We generally recognize that even good intentions can cause catastrophe because complex systems do not obey simplistic cause-and-effect rules ... but then, we go ahead and tinker with them anyway. Consider the recent economic crisis and the efforts of governments around the world - each thing they do to mitigate the consequences of their actions seems only to make matters worse.

The Myth of Star Power

Many organizations seem to seek the same solution: they hire a star player, thinking that such a person can turn their operation around - but they often find out that stars fail to transform an organization. This is also a mistake related to complex systems, assuming that the individual parts, rather than the system itself, are responsible for performance.

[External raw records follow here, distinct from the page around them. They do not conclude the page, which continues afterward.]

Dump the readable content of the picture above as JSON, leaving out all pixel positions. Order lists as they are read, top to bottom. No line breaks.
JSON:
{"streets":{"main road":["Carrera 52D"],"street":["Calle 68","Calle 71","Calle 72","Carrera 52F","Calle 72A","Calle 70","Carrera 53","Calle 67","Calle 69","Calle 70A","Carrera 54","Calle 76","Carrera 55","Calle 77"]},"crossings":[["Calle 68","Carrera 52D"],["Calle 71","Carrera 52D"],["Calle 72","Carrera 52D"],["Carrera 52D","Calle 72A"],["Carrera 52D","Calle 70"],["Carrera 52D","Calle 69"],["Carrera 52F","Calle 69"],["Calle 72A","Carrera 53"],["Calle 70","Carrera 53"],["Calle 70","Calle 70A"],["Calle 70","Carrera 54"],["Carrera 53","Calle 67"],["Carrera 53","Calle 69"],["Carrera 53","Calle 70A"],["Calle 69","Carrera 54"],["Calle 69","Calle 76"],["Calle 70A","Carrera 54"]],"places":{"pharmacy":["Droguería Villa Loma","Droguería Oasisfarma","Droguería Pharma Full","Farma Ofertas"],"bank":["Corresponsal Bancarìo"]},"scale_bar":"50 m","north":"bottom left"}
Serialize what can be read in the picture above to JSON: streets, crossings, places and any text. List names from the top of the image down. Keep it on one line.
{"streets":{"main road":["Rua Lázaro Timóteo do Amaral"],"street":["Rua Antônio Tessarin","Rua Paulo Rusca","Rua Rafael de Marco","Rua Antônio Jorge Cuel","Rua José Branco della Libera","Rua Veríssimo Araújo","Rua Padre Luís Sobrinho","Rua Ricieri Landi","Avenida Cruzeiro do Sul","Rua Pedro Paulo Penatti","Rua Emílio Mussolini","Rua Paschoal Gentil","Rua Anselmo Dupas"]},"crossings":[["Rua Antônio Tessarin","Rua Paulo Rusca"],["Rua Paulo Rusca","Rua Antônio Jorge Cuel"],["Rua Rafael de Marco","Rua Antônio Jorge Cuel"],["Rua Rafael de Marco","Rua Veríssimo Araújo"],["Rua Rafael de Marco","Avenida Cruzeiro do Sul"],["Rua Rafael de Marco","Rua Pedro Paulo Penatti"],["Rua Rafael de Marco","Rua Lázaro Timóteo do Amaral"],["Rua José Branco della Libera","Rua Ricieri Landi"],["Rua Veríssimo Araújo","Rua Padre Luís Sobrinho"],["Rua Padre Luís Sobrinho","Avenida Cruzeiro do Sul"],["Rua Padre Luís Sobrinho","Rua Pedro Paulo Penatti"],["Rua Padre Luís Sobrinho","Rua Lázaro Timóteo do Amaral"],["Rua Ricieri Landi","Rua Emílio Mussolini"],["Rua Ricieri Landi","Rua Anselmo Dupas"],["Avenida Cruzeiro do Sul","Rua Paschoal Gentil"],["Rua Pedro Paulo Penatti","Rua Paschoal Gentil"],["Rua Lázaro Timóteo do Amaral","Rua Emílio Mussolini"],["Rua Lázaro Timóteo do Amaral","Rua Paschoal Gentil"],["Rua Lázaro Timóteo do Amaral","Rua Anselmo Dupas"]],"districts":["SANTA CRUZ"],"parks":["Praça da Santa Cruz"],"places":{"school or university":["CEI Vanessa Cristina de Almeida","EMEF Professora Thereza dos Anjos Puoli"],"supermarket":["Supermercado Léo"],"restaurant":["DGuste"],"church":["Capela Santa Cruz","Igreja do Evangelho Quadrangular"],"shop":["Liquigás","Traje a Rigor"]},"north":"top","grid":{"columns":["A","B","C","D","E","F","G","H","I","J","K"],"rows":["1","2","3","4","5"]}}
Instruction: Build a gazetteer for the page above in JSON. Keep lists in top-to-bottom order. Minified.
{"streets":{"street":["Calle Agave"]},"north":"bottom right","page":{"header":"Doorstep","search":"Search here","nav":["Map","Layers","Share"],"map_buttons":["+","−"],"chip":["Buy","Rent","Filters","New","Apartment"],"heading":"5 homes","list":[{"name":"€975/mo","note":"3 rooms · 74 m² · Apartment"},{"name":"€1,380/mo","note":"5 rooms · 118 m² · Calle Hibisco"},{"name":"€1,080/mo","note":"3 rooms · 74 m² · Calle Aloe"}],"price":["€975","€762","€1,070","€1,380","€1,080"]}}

The author mentions an observational study in which the performance of financial analysts were tracked for a period of ten years - and the conclusion was that those who achieve "star" status and are hired away do not perform as well, and some do quite miserably, after changing companies.

First, consider that the individual had been a star in the context of a different organization. He was able to flourish in that environment because of the environment itself because his performance depends on the people, structures, and norms around him. If this new organization doesn't provide him the same kinds of support, he will not achieve the same level of performance. To draw an analogy, this is a failed organ transplant, in which the body rejects the new organ.

Then, consider the organizational perspective: the star player from another environment is a foreign body in the system, and one who is inclined to work at odds with the system rather than collaboratively with it. He may not be able to contribute, and his efforts may even be counterproductive. Back to the organ transplant analogy, this is a case where the organ sickens its new body rather than strengthening it.

The conclusion is that "the constellation matters more than the brightest star."